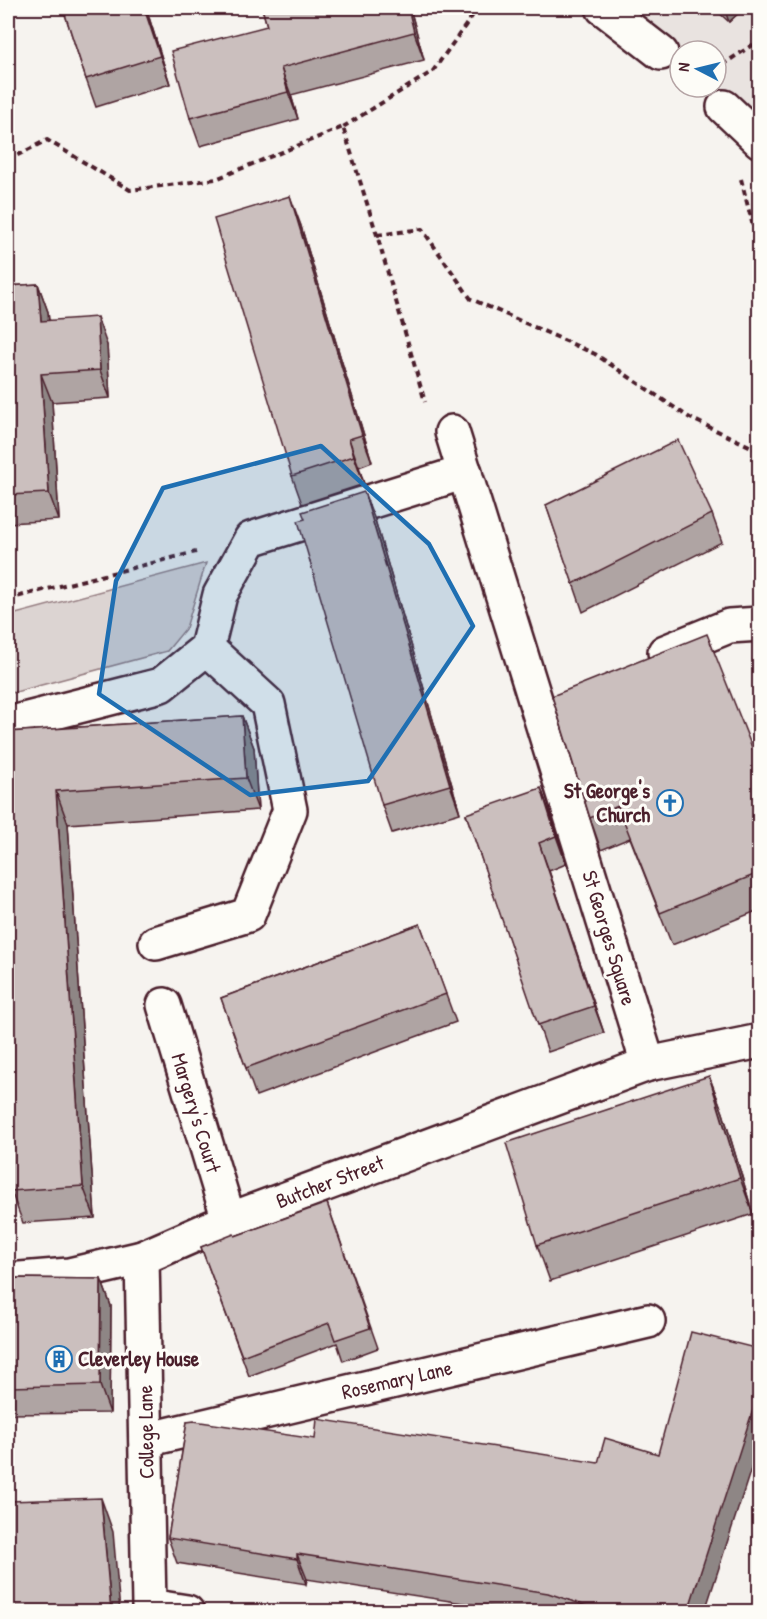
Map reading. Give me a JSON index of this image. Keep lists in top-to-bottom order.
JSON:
{
  "streets": {
    "street": [
      "St Georges Square",
      "Margery's Court",
      "Butcher Street",
      "Rosemary Lane",
      "College Lane"
    ]
  },
  "crossings": [
    ["St Georges Square", "Butcher Street"],
    ["Margery's Court", "Butcher Street"],
    ["Butcher Street", "College Lane"],
    ["Rosemary Lane", "College Lane"]
  ],
  "places": {
    "church": ["St George's Church"],
    "building": ["Cleverley House"]
  },
  "north": "left"
}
* * *
Repeat each record exactly as shown above, dropping all images.

Map reading. Give me a JSON index of this image. Keep lists in top-to-bottom order.
JSON:
{
  "streets": {
    "street": [
      "St Georges Square",
      "Margery's Court",
      "Butcher Street",
      "Rosemary Lane",
      "College Lane"
    ]
  },
  "crossings": [
    ["St Georges Square", "Butcher Street"],
    ["Margery's Court", "Butcher Street"],
    ["Butcher Street", "College Lane"],
    ["Rosemary Lane", "College Lane"]
  ],
  "places": {
    "church": ["St George's Church"],
    "building": ["Cleverley House"]
  },
  "north": "left"
}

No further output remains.